1. Skylines are not for ICE installs - unless they are beyond belief
2. Don't put GTR badges on GTS' - DON'T DO IT. NO NO NOT EVER. THE GTS IS A FINE CAR IN IT'S OWN RIGHT. LET IT SHINE.
3. Don't call them 'Liners' - Whyever not?
4. Fake Veilside kits are wrong - Depends if the papier mache is sagging
5. Even real Veilside kits are wrong - Steady on 
6. Any thing from Halfrauds does not belong on a Skyline - What about the blond from till 3?
7. Skylines should not be seen at McDonald meets - See LSR's comment above.
8. Do not race cars with 130hp RB20 engined GTR look alikes (see 2 above)
- Thought they'd come under the same heading as any other numpty who thinks his trashcan chariot is up to the task. To quote Kid Rock "You're arms ain't long enough to box with god." (  Flame retardant undies on.)
9. Neons do not belong on Skylines - Only if you can see the tubes.
10. Body vinyls do not belong on Skylines - Agreed until I saw a cracking R32 on the A24 with the most amazing silver dragon down the side.
11. Skylines should not be painted yellow - only joking Dean mate - I see no reason to disagree with this.  The Jun car is so fine, why did they have to use YELLOW!!!!!
12. They shouldn't be called Lemons either - only joking -- Being bright yellow, calling them Apricots was decided to be a worse move. 
13. Only have branded stickers for advertising purposes and those brands being parts used on the car. AGREED. It's a COMPONENT list, not a SHOPPING list. - But the guy with the seven deadly sins listed down his door deserves a special mention in the classy exceptions column.
14. Chrome wheel spinner thingys are outlawed.
15. No LED Valve covers.
16. No LED Washer studs.

Copyright 2004 Bigot Inc.


----------



## AJFleming (Feb 25, 2003)

*Great thread!*

1. Skylines are not for ICE installs - unless they are beyond belief
2. Don't put GTR badges on GTS' - DON'T DO IT. NO NO NOT EVER. THE GTS IS A FINE CAR IN IT'S OWN RIGHT. LET IT SHINE.
3. Don't call them 'Liners' - Whyever not?
4. Fake Veilside kits are wrong - Depends if the papier mache is sagging
5. Even real Veilside kits are wrong - Steady on 
6. Any thing from Halfrauds does not belong on a Skyline - What about the blond from till 3?
7. Skylines should not be seen at McDonald meets - See LSR's comment above.
8. Do not race cars with 130hp RB20 engined GTR look alikes (see 2 above)
- Thought they'd come under the same heading as any other numpty who thinks his trashcan chariot is up to the task.
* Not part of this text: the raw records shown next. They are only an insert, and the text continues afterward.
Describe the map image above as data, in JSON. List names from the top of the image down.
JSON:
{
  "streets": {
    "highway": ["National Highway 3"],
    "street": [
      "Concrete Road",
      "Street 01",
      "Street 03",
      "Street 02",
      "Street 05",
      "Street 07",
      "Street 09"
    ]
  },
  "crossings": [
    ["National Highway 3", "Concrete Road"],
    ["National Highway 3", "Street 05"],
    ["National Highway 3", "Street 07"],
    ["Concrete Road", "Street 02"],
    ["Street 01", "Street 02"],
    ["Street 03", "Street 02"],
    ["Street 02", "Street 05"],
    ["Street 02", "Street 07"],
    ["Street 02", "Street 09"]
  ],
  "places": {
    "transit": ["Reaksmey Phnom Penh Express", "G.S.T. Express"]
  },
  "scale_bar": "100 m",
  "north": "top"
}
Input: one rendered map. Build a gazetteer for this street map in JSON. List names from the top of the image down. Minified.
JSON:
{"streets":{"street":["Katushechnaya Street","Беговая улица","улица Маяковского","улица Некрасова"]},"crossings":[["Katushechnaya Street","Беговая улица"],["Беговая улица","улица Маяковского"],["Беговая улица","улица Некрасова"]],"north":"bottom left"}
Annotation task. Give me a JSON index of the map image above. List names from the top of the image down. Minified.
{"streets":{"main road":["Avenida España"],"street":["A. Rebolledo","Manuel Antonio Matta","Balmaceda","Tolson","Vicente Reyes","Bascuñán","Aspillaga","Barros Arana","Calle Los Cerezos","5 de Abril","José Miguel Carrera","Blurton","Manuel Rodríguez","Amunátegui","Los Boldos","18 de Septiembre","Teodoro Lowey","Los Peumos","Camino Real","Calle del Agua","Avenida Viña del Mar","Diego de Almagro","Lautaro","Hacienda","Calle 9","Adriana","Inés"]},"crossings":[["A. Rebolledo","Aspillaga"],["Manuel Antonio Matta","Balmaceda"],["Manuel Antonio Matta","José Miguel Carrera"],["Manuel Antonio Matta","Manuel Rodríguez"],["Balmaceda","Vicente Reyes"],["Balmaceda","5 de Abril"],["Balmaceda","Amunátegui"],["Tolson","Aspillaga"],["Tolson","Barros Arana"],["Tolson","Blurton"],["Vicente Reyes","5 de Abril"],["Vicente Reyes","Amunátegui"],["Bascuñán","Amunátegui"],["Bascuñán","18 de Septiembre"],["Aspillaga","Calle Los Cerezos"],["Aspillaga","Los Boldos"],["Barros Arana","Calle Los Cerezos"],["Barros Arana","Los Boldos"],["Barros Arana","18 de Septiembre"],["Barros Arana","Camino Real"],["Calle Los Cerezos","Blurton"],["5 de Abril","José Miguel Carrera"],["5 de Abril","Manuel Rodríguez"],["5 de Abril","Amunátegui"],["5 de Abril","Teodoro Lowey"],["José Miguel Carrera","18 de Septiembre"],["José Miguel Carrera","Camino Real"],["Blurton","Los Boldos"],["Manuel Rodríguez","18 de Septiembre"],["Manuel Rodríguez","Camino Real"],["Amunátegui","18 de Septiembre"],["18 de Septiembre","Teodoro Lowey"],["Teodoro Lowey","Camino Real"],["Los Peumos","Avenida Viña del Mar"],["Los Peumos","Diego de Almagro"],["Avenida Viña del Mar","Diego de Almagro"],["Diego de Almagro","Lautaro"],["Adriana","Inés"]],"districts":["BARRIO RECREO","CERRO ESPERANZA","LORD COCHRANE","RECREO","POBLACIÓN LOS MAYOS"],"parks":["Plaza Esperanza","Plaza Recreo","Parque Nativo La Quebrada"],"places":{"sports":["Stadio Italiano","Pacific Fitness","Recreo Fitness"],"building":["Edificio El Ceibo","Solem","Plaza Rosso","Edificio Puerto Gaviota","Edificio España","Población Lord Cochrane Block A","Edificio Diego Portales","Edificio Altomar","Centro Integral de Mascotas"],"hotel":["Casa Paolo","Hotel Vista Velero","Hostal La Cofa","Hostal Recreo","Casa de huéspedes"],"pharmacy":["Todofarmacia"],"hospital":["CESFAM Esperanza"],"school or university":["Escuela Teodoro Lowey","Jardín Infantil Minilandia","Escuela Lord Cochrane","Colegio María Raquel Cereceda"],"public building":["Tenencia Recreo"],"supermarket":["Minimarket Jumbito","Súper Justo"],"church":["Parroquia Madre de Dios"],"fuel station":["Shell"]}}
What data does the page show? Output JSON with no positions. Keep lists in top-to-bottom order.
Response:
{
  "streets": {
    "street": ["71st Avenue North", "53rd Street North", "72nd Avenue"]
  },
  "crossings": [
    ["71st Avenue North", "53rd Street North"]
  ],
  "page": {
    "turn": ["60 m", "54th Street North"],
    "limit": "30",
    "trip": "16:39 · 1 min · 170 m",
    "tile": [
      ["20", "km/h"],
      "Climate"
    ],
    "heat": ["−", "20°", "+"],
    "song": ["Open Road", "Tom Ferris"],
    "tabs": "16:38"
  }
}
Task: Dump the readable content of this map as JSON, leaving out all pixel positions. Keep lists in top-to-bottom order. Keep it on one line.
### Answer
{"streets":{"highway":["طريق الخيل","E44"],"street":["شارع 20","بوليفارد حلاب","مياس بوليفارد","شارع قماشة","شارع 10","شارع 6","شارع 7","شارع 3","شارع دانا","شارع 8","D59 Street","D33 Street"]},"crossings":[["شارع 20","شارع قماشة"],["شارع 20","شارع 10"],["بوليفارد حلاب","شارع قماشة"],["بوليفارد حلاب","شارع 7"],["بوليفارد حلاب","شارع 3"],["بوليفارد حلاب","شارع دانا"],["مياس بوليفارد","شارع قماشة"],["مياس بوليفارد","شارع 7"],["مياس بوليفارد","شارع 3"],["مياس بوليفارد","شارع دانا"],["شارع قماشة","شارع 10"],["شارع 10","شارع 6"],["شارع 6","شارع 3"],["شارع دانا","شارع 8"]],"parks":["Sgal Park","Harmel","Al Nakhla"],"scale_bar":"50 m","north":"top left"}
To quote Kid Rock "You're arms ain't long enough to box with god." ( Flame retardant undies on.)
9. Neons do not belong on Skylines - Only if you can see the tubes.
10. Body vinyls do not belong on Skylines - Agreed until I saw a cracking R32 on the A24 with the most amazing silver dragon down the side.
11. Skylines should not be painted yellow - only joking Dean mate - I see no reason to disagree with this. The Jun car is so fine, why did they have to use YELLOW!!!!!
12. They shouldn't be called Lemons either - only joking -- Being bright yellow, calling them Apricots was decided to be a worse move. 
13. Only have branded stickers for advertising purposes and those brands being parts used on the car. AGREED. It's a COMPONENT list, not a SHOPPING list. - But the guy with the seven deadly sins listed down his door deserves a special mention in the classy exceptions column.
14. Chrome wheel spinner thingys are outlawed.
15. No LED Valve covers.
16. No LED Washer studs.
17. No wearing stupid baseball caps on the back of your head
18. No F.U.K., Max power, Revs or Redline stickers allowed.
19. NO F*CKING TEXT SPEAK ON THE GTR FORUM

Ant.


----------



## AJFleming (Feb 25, 2003)

SteveN said:


> GTSTs are usualy the Saxo/Nova boys next car these days so its not suprising really.
> 
> Whats big deal "Skyline" is just a car, most skylines made are just pretty ordinary cars (notice i didnt say "Non-GTRs" as although thats true, people get in a hissy fit as they belive Skylines are some magical make of car), why people got the "superior" thing going on like they a Bentley or Ferrari FFS?
> 
> ...


Dont knock a GTS-T until you have driven one, in some ways it is a better car than a GTR. :smokin:


----------



## Mookistar (Feb 5, 2004)

AJFleming said:


> 19. NO F*CKING TEXT SPEAK ON THE GTR FORUM
> 
> Ant.


shouldn't that be...


19. NO FKN TXT SPK ON T GTR FRM


----------



## ash-r34 (Aug 28, 2003)

Sorry guy`s but this attitude is sh1t.

Who the hell are you to judge what people do to their cars.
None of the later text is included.